** Data extract follows **

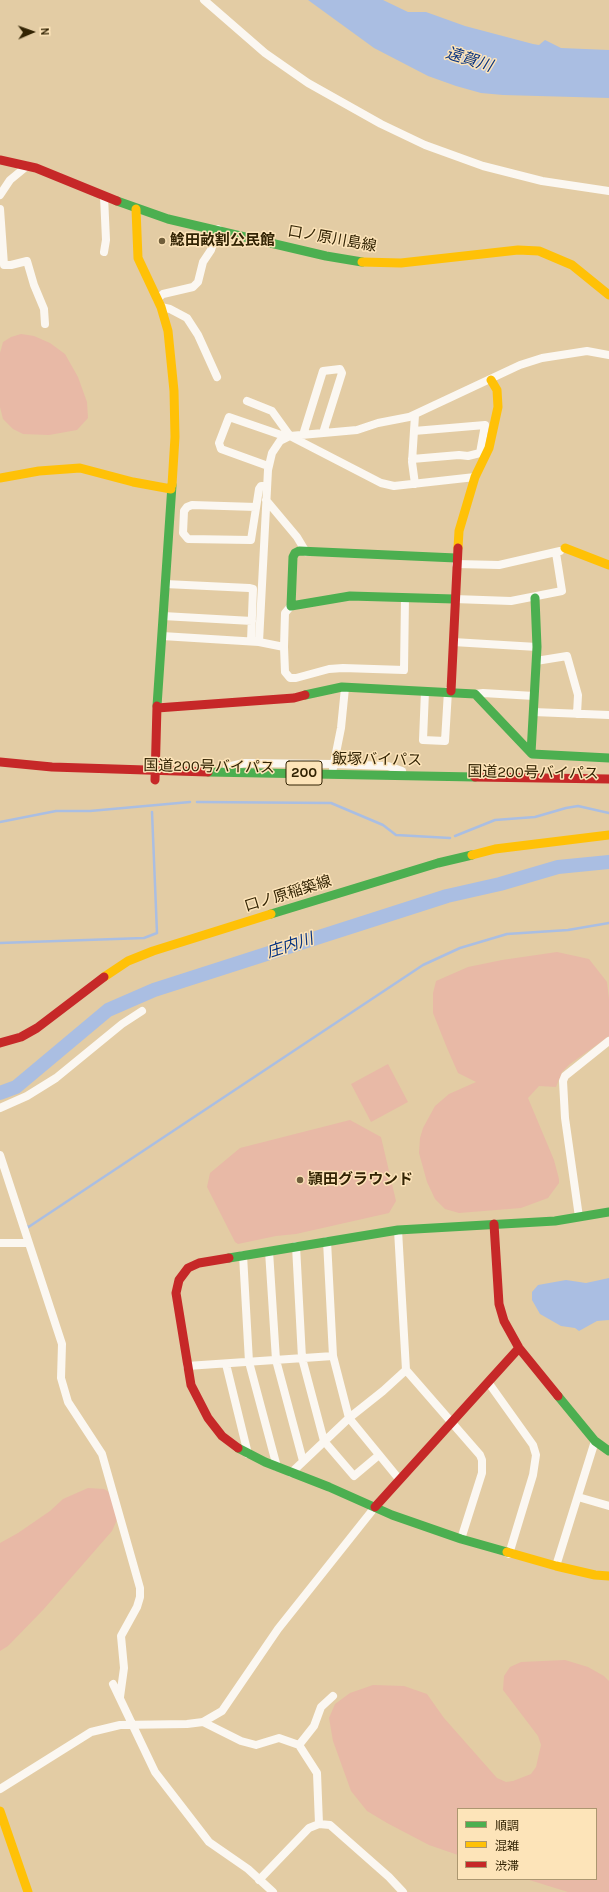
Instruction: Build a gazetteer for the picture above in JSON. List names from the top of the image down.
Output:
{
  "streets": {
    "main road": [
      "口ノ原川島線",
      "飯塚バイパス",
      "国道200号バイパス",
      "200",
      "口ノ原稲築線"
    ]
  },
  "crossings": [
    ["飯塚バイパス", "国道200号バイパス"]
  ],
  "water": ["遠賀川", "庄内川"],
  "places": ["鯰田畝割公民館", "頴田グラウンド"],
  "legend": ["順調", "混雑", "渋滞"],
  "north": "right"
}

** End of Data extract **

Prompt:
Your job is to repeat the data exactly, leaving each picture out.

Exercise solution:
Instruction: Build a gazetteer for the picture above in JSON. List names from the top of the image down.
Output:
{
  "streets": {
    "main road": [
      "口ノ原川島線",
      "飯塚バイパス",
      "国道200号バイパス",
      "200",
      "口ノ原稲築線"
    ]
  },
  "crossings": [
    ["飯塚バイパス", "国道200号バイパス"]
  ],
  "water": ["遠賀川", "庄内川"],
  "places": ["鯰田畝割公民館", "頴田グラウンド"],
  "legend": ["順調", "混雑", "渋滞"],
  "north": "right"
}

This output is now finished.